I recently read a paper called — Galaxy: a comprehensive approach for supporting accessible, reproducible, and transparent computational research in the life sciences.

I thought the paper was fairly important, since it deals with an issue that I as a new bioinformatics student found important- namely, how do we make it accessible for researchers who do not have a strong computer science background? Hopefully this post will convince you of the scope of this problem as well as how Galaxy is able to make things easier.

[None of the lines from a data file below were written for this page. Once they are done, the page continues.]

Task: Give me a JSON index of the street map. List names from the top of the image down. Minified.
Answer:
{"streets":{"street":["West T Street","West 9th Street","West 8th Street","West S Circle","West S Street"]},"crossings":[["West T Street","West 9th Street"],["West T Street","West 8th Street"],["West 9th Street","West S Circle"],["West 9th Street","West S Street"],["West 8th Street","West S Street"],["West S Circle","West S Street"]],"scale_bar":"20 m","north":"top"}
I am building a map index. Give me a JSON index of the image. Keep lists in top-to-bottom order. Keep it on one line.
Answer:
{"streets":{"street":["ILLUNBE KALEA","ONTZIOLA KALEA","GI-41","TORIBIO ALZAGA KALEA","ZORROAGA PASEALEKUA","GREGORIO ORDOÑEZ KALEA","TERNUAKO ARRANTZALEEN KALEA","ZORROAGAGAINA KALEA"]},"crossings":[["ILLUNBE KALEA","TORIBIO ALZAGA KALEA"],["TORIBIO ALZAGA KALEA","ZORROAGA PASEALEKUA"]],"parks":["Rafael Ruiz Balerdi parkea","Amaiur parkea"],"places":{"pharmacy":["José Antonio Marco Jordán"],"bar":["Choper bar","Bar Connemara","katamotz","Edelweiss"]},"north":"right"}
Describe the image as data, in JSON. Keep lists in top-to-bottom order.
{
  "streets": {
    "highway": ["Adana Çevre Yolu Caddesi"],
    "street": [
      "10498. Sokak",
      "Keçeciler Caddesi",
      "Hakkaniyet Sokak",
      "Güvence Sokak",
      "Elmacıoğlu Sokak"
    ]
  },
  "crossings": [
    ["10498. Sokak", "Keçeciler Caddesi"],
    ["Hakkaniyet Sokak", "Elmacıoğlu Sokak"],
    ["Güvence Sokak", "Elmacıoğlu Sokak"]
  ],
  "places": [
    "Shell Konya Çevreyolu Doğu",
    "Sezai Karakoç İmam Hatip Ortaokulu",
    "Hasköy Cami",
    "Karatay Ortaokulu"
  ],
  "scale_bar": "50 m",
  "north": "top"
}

The Galaxy Bioinformatic’s home page

With the advent of NGS(Next Generation Sequencing) we are able to capture extremely large amounts of genetic information. Computers are the key to manipulate and understand these large datasets, however we require increasingly more complex computational analysis tools to make sense of it all. For researchers in the life sciences, the use of these tools becomes a challenge have little to no background in computer science so creating or using these tools becomes a challenge. Furthermore, communication and reproducibility, the cornerstones for scientific research in general, become much more challenging as well. Galaxy aims to change that by allowing users to upload their datasets and run their own analysis on the data even with having little to no programming experience. Lets take a look at how it’s done.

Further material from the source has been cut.